As world markets continue to tumble under the pressure of Chinese volatility, one ETF provider has introduced a fund offering direct exposure to the country's dividend-payers.
Horizons China High Dividend Yield Index ETF opened for trading on Jan. 12 on the Toronto Stock Exchange, under the ticker symbol HCN, with a management fee of 0.85%.
The ETF seeks to replicate the performance of Hong Kong's Hang Seng High Dividend Yield Index, which lists a number of companies headquartered or with substantial business interests in mainland China.
This index screens large- and mid-cap Hang Seng-listed companies based on three factors: liquidity, a track record of dividend payments, and minimal volatility over a one-year period.

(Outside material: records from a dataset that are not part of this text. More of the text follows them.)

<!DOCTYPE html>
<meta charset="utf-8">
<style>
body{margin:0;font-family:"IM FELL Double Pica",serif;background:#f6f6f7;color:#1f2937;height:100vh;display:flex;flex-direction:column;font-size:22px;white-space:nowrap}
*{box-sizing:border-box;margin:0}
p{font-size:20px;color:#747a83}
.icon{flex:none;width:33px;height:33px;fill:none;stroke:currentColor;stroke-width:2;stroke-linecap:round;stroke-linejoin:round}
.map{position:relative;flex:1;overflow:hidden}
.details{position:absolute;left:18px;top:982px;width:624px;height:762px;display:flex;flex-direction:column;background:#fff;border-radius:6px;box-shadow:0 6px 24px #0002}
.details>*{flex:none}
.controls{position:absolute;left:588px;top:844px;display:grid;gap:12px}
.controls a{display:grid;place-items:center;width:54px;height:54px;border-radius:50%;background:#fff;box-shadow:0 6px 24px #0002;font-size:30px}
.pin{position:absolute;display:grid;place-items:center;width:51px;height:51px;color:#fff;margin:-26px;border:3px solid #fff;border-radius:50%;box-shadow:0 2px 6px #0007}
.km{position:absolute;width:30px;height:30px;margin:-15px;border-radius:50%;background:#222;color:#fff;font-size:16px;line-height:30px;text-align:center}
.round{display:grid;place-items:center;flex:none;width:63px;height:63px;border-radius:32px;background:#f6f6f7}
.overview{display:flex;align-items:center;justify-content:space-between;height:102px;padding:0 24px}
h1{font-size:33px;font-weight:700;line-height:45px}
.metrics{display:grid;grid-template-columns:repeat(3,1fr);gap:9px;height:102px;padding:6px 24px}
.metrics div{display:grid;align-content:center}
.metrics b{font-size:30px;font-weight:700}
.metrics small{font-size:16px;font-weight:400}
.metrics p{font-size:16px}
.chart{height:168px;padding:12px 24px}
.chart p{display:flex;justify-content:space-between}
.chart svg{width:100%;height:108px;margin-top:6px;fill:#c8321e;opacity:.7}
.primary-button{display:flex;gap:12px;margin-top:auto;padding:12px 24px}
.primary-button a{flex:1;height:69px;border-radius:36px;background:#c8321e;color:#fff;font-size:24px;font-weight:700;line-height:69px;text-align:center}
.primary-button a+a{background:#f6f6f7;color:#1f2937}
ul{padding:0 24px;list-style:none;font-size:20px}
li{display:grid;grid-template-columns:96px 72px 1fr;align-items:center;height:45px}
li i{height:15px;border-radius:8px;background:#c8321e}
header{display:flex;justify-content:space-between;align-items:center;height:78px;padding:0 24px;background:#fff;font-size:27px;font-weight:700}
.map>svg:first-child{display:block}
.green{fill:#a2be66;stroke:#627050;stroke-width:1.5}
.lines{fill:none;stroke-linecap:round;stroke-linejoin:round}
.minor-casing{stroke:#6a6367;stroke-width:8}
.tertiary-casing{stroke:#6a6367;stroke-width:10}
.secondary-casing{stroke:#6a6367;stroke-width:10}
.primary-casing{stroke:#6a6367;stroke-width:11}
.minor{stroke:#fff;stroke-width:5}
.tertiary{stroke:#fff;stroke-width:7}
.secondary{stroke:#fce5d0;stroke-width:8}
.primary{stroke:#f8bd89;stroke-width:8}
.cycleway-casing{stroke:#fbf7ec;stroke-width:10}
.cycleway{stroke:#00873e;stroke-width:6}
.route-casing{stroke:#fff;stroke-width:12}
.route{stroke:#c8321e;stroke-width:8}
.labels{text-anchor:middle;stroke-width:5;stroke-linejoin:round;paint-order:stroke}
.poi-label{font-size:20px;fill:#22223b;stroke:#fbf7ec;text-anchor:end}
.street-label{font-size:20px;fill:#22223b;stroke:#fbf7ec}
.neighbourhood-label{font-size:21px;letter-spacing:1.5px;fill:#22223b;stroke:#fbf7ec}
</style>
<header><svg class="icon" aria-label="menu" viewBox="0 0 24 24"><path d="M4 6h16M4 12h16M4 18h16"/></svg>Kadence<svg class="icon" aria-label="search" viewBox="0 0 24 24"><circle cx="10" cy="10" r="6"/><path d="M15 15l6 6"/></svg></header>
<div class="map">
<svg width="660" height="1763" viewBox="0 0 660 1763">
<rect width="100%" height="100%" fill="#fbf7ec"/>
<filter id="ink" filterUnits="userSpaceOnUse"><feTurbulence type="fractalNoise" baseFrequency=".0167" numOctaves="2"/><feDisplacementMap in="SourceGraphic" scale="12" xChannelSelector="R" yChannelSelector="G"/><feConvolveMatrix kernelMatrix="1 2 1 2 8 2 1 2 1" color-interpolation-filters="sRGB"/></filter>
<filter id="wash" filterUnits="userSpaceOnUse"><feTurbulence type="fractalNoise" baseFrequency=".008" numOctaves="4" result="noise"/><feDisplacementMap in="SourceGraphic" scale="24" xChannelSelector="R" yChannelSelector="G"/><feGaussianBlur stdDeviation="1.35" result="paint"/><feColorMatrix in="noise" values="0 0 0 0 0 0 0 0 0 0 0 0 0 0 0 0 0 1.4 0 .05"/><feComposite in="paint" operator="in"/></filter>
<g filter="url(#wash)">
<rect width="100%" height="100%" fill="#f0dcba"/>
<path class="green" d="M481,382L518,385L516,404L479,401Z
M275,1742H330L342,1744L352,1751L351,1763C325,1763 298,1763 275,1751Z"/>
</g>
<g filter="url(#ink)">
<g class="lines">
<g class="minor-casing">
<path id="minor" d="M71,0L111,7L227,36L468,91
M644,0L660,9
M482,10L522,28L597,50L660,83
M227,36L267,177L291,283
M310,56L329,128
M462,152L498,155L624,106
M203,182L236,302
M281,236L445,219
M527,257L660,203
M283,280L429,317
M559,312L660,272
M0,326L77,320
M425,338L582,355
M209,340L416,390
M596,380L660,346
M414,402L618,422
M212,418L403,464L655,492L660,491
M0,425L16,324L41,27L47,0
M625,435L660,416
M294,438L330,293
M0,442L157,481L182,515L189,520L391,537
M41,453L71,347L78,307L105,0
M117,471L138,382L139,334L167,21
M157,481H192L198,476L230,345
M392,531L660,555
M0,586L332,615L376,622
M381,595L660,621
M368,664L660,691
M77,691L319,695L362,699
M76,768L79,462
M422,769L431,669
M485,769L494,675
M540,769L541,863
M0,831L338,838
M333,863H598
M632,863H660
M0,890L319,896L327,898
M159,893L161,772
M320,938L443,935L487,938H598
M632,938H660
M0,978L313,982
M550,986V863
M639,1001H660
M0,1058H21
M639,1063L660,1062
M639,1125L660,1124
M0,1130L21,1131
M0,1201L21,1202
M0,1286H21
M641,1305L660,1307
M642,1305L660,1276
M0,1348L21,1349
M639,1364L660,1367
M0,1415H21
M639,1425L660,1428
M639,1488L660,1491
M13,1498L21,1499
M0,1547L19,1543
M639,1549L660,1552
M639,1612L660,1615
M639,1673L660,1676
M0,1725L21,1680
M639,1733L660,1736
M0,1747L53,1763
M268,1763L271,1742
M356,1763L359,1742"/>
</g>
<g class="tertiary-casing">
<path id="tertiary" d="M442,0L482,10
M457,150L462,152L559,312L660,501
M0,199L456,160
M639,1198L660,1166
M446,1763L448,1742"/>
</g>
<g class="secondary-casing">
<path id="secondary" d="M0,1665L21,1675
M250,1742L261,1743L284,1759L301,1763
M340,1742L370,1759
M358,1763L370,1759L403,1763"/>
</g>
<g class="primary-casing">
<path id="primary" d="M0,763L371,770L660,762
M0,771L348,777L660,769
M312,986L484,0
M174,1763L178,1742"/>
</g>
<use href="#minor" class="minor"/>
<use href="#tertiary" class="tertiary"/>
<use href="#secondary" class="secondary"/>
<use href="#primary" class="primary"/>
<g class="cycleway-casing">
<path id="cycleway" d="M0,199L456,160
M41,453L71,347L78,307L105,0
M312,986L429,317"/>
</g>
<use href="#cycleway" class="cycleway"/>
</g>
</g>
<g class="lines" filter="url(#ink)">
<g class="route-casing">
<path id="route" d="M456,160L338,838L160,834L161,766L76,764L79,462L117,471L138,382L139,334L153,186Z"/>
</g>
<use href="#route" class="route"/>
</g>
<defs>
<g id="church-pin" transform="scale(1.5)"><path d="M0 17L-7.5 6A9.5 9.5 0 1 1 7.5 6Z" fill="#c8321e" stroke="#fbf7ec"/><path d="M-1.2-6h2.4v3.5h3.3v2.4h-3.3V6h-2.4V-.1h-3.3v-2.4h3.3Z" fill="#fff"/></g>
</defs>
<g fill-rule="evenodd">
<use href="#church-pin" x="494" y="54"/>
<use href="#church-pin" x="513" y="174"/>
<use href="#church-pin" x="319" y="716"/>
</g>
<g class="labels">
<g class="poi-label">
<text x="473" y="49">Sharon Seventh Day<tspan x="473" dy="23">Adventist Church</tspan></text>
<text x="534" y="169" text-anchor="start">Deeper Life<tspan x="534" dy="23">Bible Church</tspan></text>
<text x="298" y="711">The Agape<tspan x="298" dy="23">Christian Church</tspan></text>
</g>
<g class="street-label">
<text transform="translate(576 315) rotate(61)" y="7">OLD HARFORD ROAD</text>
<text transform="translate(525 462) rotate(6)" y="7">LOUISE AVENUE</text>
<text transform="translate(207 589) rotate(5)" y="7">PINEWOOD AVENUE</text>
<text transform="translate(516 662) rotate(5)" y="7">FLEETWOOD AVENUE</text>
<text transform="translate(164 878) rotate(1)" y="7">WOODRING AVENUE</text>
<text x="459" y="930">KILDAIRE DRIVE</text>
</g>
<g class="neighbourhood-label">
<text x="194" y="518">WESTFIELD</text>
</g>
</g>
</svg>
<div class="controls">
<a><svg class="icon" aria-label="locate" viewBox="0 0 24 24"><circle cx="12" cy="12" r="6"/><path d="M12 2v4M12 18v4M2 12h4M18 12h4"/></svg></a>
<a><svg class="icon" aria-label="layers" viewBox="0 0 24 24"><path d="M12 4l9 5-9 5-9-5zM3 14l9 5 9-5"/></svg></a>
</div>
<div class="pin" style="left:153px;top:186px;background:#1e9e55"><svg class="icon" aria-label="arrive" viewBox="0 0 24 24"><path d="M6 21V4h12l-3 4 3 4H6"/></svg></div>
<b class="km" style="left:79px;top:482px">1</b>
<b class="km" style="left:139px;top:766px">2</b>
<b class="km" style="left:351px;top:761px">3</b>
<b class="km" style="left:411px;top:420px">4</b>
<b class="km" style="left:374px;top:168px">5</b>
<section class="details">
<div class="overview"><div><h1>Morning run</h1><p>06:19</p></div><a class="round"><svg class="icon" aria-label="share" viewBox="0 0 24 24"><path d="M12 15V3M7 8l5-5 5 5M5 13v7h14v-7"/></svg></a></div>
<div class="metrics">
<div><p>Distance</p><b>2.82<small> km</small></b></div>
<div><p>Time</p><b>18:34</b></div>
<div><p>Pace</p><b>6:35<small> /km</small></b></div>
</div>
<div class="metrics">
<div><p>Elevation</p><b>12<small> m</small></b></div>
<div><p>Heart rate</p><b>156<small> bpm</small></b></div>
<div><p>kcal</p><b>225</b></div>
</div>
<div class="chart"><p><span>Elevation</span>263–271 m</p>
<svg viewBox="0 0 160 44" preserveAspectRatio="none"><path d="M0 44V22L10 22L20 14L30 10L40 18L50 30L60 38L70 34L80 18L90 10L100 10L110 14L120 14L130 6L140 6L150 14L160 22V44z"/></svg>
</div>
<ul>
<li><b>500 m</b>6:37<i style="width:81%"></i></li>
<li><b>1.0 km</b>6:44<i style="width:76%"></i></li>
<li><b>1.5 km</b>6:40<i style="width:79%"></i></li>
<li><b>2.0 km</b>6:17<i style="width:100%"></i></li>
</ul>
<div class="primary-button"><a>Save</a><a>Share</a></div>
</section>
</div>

Noting that China's economy is projected to grow at a rate of 6% to 8% over the next several years, Horizons ETFs co-CEO Steve Hawkins says HCN provides an opportunity for Canadian investors to capitalize on the changing dynamics of China's economy.
"By investing in top dividend-paying companies listed on the Hong Kong Stock Exchange," says Hawkins, "investors are not only getting timely exposure to Chinese companies with consistent dividend yields, but are also getting the added benefit of Hong Kong's modern market reforms, regulatory oversight and structure."
HCN's top holdings include Evergrande, a property developer based in Guangzhou; Pacific Textiles, a Hong Kong-headquartered fabric manufacturer; and Li & Fung, a global supply chain manager for major U.S. and European retailers.